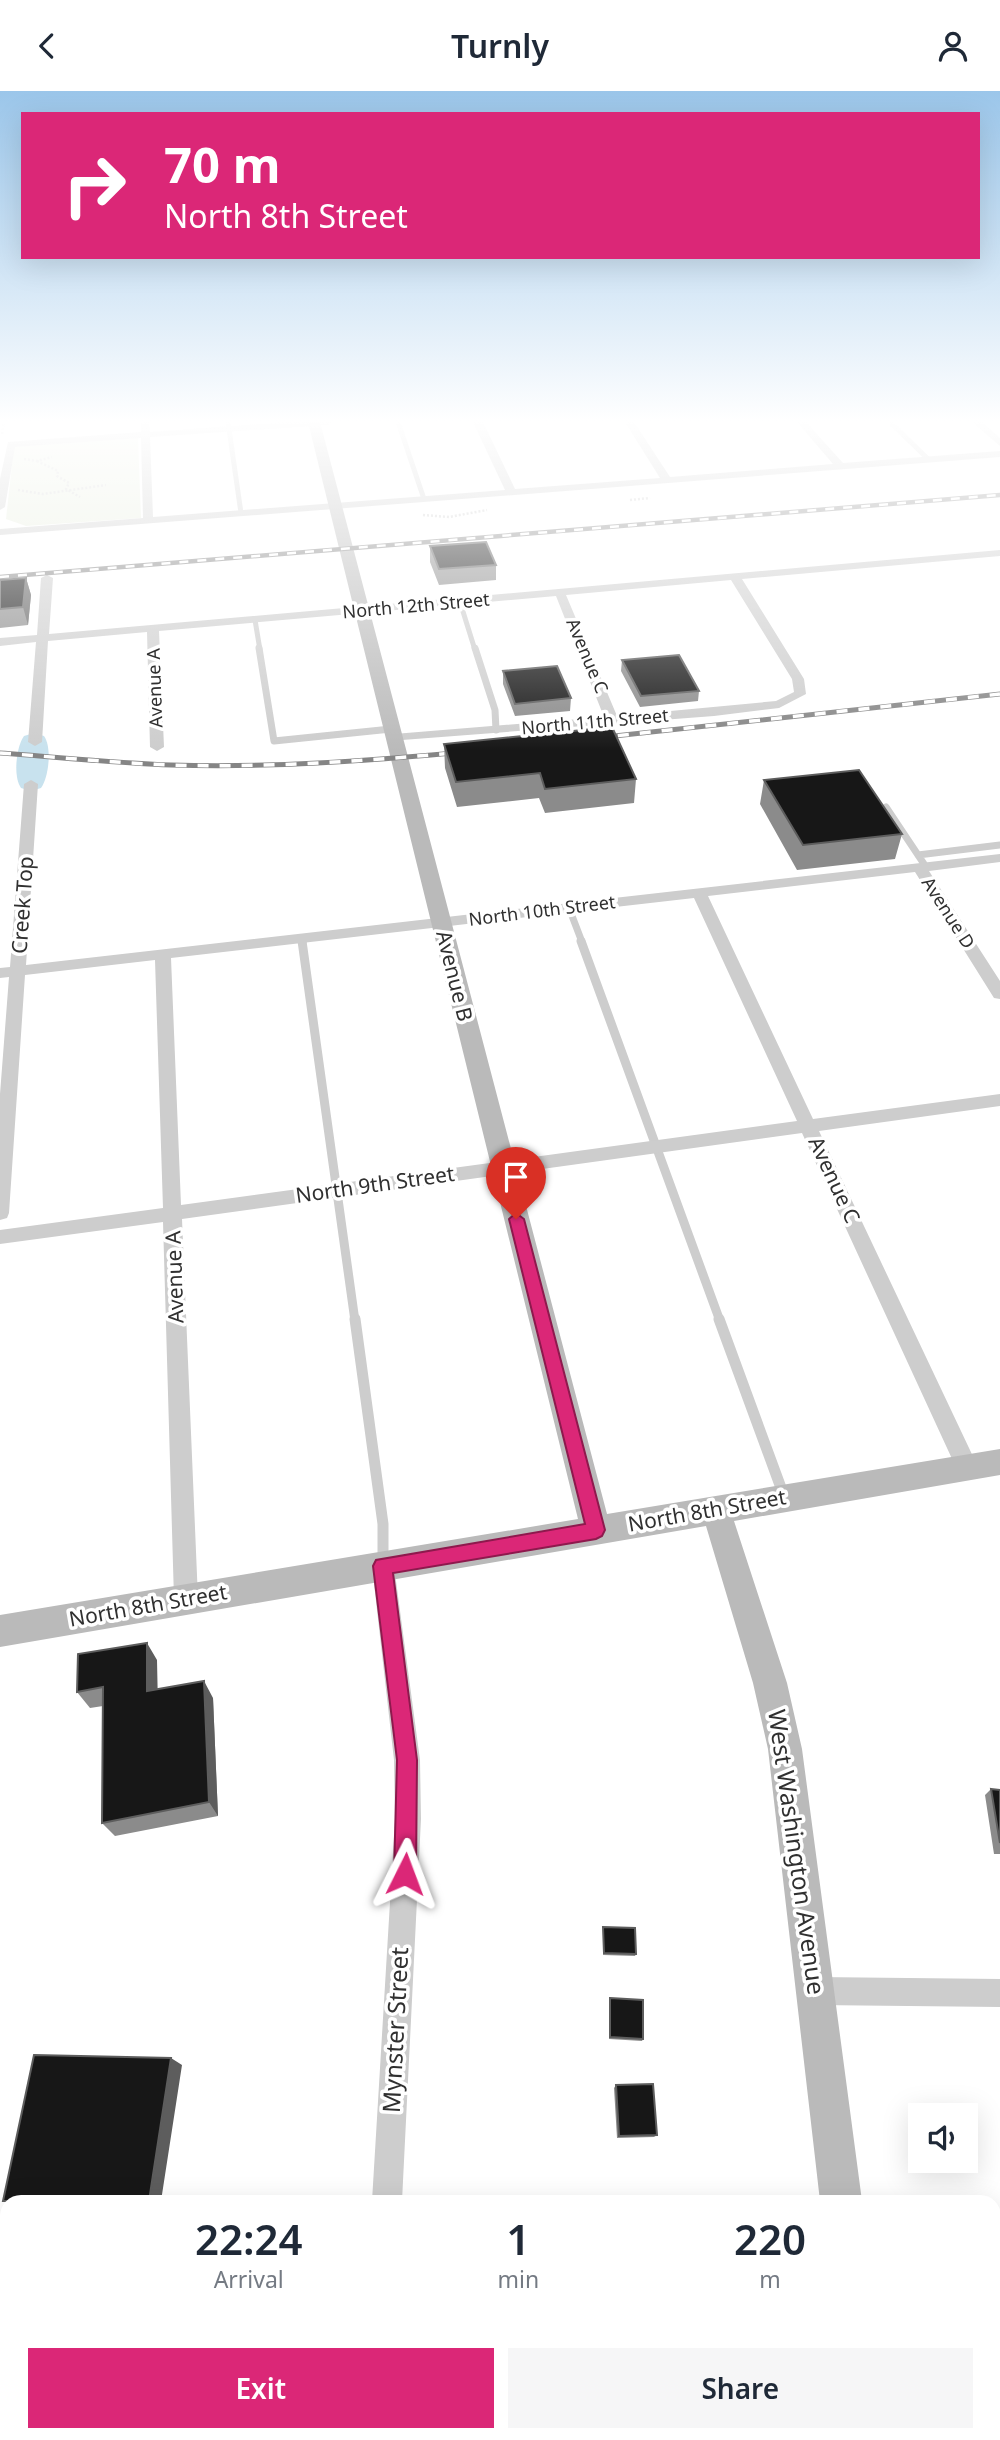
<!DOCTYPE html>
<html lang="en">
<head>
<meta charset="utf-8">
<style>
  body { margin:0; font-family:"Noto Sans",sans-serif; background:#f6f6f7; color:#1f2937; height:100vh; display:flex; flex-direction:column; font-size:26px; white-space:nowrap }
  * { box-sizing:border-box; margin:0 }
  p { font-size:23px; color:#747a83 }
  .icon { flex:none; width:38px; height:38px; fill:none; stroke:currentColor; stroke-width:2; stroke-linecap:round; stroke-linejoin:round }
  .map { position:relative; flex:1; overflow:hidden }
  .details { position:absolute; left:0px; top:2104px; width:1001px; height:247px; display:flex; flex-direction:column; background:#fff; border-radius:21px 21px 0 0; box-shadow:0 7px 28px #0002 }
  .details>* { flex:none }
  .banner { position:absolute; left:21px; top:21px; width:959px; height:147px; border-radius:0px; box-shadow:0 7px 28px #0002; background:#db2777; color:#fff; overflow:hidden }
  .tools { position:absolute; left:908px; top:2012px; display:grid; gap:14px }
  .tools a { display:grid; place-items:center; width:70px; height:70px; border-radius:0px; background:#fff; box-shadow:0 7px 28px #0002; font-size:35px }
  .pin { position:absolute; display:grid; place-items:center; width:60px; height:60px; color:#fff; margin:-72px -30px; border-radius:50% 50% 50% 0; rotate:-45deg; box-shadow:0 0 7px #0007 }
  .pin .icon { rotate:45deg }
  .me { position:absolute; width:77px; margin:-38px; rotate:3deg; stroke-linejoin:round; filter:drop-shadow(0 0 5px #0008) }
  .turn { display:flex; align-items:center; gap:24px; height:147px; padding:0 28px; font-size:32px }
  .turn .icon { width:91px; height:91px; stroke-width:2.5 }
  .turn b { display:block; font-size:49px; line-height:60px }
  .eta { display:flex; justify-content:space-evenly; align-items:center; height:119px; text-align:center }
  .eta b { font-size:42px; font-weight:600; line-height:49px }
  .primary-button { display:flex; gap:14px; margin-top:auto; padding:14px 28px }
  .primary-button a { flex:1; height:80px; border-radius:0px; background:#db2777; color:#fff; font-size:28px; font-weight:600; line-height:80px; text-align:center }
  .primary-button a+a { background:#f6f6f7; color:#1f2937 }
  header { display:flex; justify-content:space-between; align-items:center; height:91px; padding:0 28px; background:#fff; font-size:32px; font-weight:600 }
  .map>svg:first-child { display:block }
</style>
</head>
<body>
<header><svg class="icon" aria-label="back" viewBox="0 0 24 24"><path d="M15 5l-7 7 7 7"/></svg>Turnly<svg class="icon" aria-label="person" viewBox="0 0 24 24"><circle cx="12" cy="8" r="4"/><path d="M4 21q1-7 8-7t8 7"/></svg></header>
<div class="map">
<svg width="1000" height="2349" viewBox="0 0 1000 2349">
  <rect width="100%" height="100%" fill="#fff"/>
  <path fill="#e7eddd" d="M138 347 141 427 26 435 6 428 14 356Z"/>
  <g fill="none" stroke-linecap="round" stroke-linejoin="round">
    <path fill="#c8e2ee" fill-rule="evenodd" d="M34 642 44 645C52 656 49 686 41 697L31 700 21 697C13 686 16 656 24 645Z"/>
    <path stroke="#cdcdcd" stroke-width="2.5" stroke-dasharray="2 2" stroke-linecap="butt" d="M2 343 4 331
      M24 368 37 370 52 366
      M37 370 58 380 57 385 69 392 66 398 80 406
      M18 399 43 403 106 394
      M630 409 650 407
      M423 424 449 426 487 419"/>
    <path stroke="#cdcdcd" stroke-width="5" d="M228 331 241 422
      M398 331 424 408
      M890 331 928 368
      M460 511 475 559
      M255 529 260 559"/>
    <path stroke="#cdcdcd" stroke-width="7" d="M259 557 274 650 391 638
      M475 557 495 619 496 639
      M886 716 926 776
      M918 764 1000 754
      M569 817 582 851
      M302 847 303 851"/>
    <path stroke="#cdcdcd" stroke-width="9" d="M302 850 355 1230
      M581 850 720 1230"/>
    <path stroke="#cdcdcd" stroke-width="11" d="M355 1228 383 1433V1471
      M719 1228 784 1405"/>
    <path fill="#cdcdcd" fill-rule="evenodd" d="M141 331H149L150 341 285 331H332L328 334 150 346 153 426 505 399 473 331H483L515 398 660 387 625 331H634L670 386 833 373 797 331H806L843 372 1000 360V366L0 444V438L143 427 141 347 15 356 5 416 0 419V388L8 351 141 341Z
      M972 331H982L1000 347V355Z
      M1000 459V465L742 488 804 588 806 603 779 617 714 625 389 650 388 647 394 643 604 626 556 505 159 540 164 656 157 660 150 656 147 541 48 550 42 651 35 655 28 651 36 551 0 555V547L37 544 41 487 47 484 53 487 49 543ZM731 489 792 588 794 601 776 610 617 625 566 504Z
      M31 689 38 693 26 874 1000 763V771L929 780 1000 890V908L994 907 915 781 708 805 813 1028 1000 1003V1015L819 1040 978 1376 975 1383 967 1386 959 1383 802 1042 182 1128 198 1508 194 1516 186 1519 178 1516 174 1508 163 1131 0 1153V1139L163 1117 155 869 25 884 9 1122 7 1127 0 1129V1003L9 886 0 887V877L10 876 24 693ZM694 807 797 1030 181 1114 171 867Z
      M383 1464 391 1467 394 1475 420 1669 421 1728 402 2110H372L395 1728 394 1669 372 1475 375 1467Z
      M816 1886 1000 1888V1916L816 1914 806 1910 802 1900 806 1890Z
      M357 2343H391V2349H357Z"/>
    <path fill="#bababa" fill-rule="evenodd" d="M308 331H320L607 1423 1000 1358V1384L734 1430 787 1592 802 1658 862 2110H820L768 1658 753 1592 706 1435 0 1556V1524L578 1428Z
      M846 2343H892L893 2349H847Z"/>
    <g stroke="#858585" stroke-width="4.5">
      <path id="rail-far1" d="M0 486 1000 404"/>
    </g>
    <g stroke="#858585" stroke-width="5">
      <path id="rail" d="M596 647 1000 603
        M0 662C57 666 114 672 171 674 269 677 366 670 464 661"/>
    </g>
    <use href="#rail-far1" stroke="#fff" stroke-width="2.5" stroke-dasharray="9" stroke-linecap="butt"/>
    <use href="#rail" stroke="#fff" stroke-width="3.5" stroke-dasharray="11" stroke-linecap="butt"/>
  </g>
  <path fill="#8b8b8b" d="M430 455 496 474V489L439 494 430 471Z
    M26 487 31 504 28 534 0 537V489Z
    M622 569 699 600 698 610 640 616 621 580Z
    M503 580 571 607 570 620 515 625 503 593Z
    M444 653 636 688 634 712 545 722 539 707 457 716 445 677Z
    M764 689 902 743 895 768 797 779 760 713Z
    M157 1569V1598L213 1607 218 1725 115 1745 102 1732 103 1615 90 1617 77 1601Z
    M991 1698 1000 1699V1763H994L985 1704Z
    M603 1836 636 1863 635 1865 603 1864Z
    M610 1907 643 1948 642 1950 609 1948V1909Z
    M616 1994 657 2044 654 2046 617 2047 614 1997Z"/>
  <path fill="#5d5d5d" d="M26 487 31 504 28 534 23 516Z
    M147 1552 157 1569 158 1617 147 1600Z
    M204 1590 213 1607 218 1725 209 1711Z
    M171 1967 182 1974 161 2110H149Z
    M133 2343H146L145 2349H132Z"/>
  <path fill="#171717" stroke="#5d5d5d" stroke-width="2" d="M486 451 496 474 439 478 430 455Z
    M26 487 23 516 0 518V489Z
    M679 564 699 600 641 605 622 569Z
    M557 575 571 607 515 613 503 580Z
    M612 636 636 688 545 698 540 682 456 691 444 653Z
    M859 679 902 743 803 754 764 689Z
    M147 1552V1600L204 1590 209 1711 102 1732 103 1596 77 1601 78 1563Z
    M991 1698 1000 1699V1752Z
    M603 1836 635 1837 636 1863 604 1862Z
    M610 1907 643 1909V1948L610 1946Z
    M34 1964 171 1967 149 2110H3Z
    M653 1993 657 2044 619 2045 616 1994Z
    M7 2119V2343H133L132 2349H0V2155Z
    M466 2343H541V2349H466Z
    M698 2343H787V2348H698Z"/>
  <linearGradient id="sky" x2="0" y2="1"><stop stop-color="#9bc6ea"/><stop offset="0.5" stop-color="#fff"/><stop offset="1" stop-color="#fff" stop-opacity="0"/></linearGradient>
  <rect width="1000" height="660" fill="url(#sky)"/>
  <path fill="#db2777" stroke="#8e194d" stroke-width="2" d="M516 1122 524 1128 605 1439 602 1445 596 1448 393 1482 417 1669 416 1783 412 1791 405 1794 397 1791 394 1783 397 1669 373 1475 376 1469 585 1433 509 1128Z"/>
  <g text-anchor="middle" stroke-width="7" stroke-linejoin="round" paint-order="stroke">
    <g font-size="18" fill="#303030" stroke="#fff">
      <text transform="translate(416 515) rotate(-5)" y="6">North 12th Street</text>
      <text transform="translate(587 565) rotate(67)" y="6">Avenue C</text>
      <text transform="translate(155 597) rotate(-92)" y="6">Avenue A</text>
      <text transform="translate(595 631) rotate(-5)" y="6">North 11th Street</text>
      <text transform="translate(542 820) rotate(-7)" y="6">North 10th Street</text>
      <text transform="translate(948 822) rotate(57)" y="6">Avenue D</text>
    </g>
    <g font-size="21" fill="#303030" stroke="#fff">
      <text transform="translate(23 814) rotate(-86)" y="7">Creek Top</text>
      <text transform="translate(454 885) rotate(76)" y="7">Avenue B</text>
      <text transform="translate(834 1089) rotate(65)" y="7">Avenue C</text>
      <text transform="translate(375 1094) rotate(-8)" y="7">North 9th Street</text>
      <text transform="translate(175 1186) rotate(-92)" y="7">Avenue A</text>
      <text transform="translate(707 1420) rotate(-10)" y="7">North 8th Street</text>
      <text transform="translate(148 1515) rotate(-10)" y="7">North 8th Street</text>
    </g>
    <g font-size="24" fill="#303030" stroke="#fff">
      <text transform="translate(796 1761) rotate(82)" y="8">West Washington Avenue</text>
      <text transform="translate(396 1939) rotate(-87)" y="8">Mynster Street</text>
    </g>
  </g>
</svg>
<div class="tools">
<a><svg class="icon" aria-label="sound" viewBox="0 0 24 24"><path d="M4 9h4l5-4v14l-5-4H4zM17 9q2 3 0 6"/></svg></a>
</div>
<div class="pin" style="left:516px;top:1128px;background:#d93025"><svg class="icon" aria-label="arrive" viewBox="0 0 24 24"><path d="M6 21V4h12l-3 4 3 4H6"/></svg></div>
<svg class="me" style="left:405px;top:1783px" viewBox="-20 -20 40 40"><path d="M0-17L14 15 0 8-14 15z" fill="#db2777" stroke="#fff" stroke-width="4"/></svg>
<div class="banner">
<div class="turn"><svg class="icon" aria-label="right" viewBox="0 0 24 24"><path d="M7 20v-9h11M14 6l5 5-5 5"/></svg><div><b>70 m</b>North 8th Street</div></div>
</div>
<section class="details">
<div class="eta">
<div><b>22:24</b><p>Arrival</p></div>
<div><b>1</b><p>min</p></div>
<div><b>220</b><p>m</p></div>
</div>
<div class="primary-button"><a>Exit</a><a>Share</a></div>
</section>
</div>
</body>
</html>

-.-.-

▸ Work to be completed
Every line with the string "absolute" in the material should be returned.

▸ Solved problem
  .details { position:absolute; left:0px; top:2104px; width:1001px; height:247px; display:flex; flex-direction:column; background:#fff; border-radius:21px 21px 0 0; box-shadow:0 7px 28px #0002 }
  .banner { position:absolute; left:21px; top:21px; width:959px; height:147px; border-radius:0px; box-shadow:0 7px 28px #0002; background:#db2777; color:#fff; overflow:hidden }
  .tools { position:absolute; left:908px; top:2012px; display:grid; gap:14px }
  .pin { position:absolute; display:grid; place-items:center; width:60px; height:60px; color:#fff; margin:-72px -30px; border-radius:50% 50% 50% 0; rotate:-45deg; box-shadow:0 0 7px #0007 }
  .me { position:absolute; width:77px; margin:-38px; rotate:3deg; stroke-linejoin:round; filter:drop-shadow(0 0 5px #0008) }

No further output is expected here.